> [Saved data entries]:
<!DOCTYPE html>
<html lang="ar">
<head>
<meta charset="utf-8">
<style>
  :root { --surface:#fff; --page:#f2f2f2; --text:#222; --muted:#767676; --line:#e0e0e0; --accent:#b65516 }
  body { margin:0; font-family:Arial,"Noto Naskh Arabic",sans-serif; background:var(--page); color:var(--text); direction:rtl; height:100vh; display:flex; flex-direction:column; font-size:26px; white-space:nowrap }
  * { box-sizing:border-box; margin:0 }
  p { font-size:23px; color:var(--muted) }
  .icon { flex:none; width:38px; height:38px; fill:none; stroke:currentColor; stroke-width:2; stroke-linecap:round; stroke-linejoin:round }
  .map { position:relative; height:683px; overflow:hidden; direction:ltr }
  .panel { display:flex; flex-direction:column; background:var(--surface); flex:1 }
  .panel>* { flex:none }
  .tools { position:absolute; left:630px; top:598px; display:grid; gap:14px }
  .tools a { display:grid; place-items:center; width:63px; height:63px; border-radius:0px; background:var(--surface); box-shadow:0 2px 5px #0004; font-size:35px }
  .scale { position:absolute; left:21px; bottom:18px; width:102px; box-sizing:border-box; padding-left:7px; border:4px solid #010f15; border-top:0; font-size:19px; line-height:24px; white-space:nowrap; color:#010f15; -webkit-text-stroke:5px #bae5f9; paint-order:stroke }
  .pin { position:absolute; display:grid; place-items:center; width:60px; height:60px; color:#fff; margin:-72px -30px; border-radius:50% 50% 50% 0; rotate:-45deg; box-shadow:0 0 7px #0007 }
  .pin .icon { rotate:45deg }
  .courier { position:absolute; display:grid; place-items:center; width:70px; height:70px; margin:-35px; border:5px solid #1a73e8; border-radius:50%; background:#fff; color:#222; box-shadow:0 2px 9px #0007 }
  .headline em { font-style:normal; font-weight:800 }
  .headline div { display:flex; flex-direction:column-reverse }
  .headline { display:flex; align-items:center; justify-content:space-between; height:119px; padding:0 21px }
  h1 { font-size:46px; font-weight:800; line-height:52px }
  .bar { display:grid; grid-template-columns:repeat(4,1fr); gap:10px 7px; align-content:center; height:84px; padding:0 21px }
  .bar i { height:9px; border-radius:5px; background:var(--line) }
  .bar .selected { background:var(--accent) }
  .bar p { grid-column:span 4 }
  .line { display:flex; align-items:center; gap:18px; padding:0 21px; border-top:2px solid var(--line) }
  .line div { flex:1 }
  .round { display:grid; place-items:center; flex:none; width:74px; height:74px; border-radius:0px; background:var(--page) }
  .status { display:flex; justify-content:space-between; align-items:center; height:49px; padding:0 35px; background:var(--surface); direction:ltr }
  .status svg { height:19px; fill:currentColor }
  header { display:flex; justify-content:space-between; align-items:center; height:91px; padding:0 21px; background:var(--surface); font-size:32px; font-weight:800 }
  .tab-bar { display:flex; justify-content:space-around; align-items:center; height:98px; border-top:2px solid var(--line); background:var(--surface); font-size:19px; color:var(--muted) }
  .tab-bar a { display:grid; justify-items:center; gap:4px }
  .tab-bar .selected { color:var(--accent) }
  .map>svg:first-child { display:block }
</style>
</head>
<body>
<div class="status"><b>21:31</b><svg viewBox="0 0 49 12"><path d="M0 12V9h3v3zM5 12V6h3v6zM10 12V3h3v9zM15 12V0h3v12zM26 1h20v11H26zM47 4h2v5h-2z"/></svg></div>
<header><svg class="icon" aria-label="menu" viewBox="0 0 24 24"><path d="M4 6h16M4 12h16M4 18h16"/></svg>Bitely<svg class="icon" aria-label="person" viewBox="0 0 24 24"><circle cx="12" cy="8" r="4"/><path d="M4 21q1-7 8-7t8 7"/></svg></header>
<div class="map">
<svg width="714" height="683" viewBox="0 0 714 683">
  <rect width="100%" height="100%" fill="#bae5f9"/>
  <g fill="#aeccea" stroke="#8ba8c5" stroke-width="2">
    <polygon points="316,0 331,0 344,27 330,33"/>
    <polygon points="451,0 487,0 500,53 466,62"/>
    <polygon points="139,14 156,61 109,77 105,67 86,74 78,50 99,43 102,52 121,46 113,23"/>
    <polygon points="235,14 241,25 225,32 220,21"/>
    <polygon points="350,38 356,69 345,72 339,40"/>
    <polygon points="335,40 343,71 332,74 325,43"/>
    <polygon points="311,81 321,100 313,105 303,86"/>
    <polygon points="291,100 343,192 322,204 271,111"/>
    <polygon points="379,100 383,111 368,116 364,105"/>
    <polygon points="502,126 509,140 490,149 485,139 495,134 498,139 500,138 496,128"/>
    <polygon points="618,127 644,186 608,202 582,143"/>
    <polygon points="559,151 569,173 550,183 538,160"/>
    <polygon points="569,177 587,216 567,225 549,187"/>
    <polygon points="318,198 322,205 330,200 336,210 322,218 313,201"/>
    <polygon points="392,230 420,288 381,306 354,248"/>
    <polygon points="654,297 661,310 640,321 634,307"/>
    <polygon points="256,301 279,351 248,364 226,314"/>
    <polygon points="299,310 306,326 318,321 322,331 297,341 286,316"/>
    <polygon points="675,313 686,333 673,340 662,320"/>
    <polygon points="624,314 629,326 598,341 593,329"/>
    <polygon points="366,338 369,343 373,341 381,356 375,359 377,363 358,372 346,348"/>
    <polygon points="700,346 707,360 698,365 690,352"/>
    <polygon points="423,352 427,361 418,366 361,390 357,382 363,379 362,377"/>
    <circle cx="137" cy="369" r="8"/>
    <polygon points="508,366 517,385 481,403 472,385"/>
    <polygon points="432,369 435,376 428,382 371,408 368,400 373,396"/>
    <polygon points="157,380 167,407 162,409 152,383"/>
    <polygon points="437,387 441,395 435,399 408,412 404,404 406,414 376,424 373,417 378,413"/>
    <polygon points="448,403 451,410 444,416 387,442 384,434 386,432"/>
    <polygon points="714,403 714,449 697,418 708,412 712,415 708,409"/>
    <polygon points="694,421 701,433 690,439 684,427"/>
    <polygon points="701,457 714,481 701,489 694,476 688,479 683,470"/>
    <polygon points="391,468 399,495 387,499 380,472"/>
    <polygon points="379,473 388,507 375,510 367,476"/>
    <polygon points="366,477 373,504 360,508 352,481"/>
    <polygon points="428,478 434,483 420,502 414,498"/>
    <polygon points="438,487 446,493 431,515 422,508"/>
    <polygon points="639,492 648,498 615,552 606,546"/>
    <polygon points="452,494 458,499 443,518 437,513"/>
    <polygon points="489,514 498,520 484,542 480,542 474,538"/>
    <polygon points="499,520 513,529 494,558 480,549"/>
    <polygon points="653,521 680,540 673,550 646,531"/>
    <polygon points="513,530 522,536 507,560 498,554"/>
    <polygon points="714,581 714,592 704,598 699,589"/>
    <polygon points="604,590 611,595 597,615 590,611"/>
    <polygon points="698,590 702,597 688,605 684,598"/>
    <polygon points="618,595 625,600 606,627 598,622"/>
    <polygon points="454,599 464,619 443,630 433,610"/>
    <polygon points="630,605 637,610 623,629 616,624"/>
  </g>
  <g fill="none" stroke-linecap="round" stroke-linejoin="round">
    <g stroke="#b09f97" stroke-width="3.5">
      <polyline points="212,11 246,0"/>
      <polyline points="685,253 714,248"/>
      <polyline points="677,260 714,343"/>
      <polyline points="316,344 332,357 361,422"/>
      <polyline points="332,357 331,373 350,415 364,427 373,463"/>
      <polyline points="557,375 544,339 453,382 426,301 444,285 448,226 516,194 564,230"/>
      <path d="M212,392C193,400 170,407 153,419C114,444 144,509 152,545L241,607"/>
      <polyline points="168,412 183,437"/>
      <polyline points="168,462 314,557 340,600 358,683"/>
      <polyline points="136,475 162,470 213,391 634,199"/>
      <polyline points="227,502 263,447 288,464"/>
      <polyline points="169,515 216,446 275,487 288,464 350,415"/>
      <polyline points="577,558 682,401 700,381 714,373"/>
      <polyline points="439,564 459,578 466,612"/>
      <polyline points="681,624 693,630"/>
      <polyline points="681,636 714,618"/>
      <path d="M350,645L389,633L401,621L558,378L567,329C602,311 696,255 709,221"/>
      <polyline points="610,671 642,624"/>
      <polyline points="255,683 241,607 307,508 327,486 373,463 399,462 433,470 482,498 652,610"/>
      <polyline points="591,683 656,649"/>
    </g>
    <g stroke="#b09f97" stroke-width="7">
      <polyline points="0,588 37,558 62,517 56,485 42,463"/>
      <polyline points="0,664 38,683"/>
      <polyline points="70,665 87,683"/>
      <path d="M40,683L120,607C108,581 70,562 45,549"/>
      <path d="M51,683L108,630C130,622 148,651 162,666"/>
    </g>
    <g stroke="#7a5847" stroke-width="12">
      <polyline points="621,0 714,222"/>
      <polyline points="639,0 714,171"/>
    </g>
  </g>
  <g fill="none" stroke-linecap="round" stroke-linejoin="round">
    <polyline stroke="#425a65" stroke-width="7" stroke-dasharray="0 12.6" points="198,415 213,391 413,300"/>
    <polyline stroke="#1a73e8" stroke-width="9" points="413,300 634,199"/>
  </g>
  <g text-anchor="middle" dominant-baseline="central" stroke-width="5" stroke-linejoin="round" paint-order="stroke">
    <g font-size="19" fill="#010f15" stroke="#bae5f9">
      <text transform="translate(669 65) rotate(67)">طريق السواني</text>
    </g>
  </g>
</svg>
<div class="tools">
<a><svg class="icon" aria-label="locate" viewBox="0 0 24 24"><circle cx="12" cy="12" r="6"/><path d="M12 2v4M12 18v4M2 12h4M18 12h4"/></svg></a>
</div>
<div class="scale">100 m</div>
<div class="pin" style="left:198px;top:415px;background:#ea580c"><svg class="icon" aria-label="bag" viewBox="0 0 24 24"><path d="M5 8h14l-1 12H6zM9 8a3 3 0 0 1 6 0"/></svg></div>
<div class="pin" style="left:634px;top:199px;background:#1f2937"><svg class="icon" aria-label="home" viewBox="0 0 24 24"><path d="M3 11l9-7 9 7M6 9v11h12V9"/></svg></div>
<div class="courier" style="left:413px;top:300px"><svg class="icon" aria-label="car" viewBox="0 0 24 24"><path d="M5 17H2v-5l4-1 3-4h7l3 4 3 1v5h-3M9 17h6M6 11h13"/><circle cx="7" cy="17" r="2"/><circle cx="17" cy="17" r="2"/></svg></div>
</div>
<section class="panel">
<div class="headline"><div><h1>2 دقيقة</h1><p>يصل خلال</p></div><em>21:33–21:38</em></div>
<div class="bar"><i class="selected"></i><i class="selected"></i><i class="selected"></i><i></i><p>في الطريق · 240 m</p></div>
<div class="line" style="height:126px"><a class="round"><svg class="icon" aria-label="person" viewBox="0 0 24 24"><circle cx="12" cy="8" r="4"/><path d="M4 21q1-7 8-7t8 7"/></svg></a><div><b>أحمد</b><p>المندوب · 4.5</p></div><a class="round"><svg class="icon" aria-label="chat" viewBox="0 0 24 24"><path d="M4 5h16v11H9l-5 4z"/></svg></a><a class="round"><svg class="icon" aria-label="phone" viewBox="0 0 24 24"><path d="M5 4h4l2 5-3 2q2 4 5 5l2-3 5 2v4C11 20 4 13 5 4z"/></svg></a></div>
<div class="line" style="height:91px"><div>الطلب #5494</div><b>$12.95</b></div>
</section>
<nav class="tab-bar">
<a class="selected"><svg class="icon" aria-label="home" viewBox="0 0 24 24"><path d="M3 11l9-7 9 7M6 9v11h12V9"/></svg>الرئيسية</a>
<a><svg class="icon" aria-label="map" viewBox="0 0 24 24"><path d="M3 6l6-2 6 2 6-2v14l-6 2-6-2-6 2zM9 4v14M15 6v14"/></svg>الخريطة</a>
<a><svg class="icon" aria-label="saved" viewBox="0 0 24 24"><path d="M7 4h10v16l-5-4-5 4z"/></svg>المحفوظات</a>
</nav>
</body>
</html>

> [Work to complete]:
Where a line of the entries holds the string "sizing", include it in the count, and give only the final number.

> [Output]:
2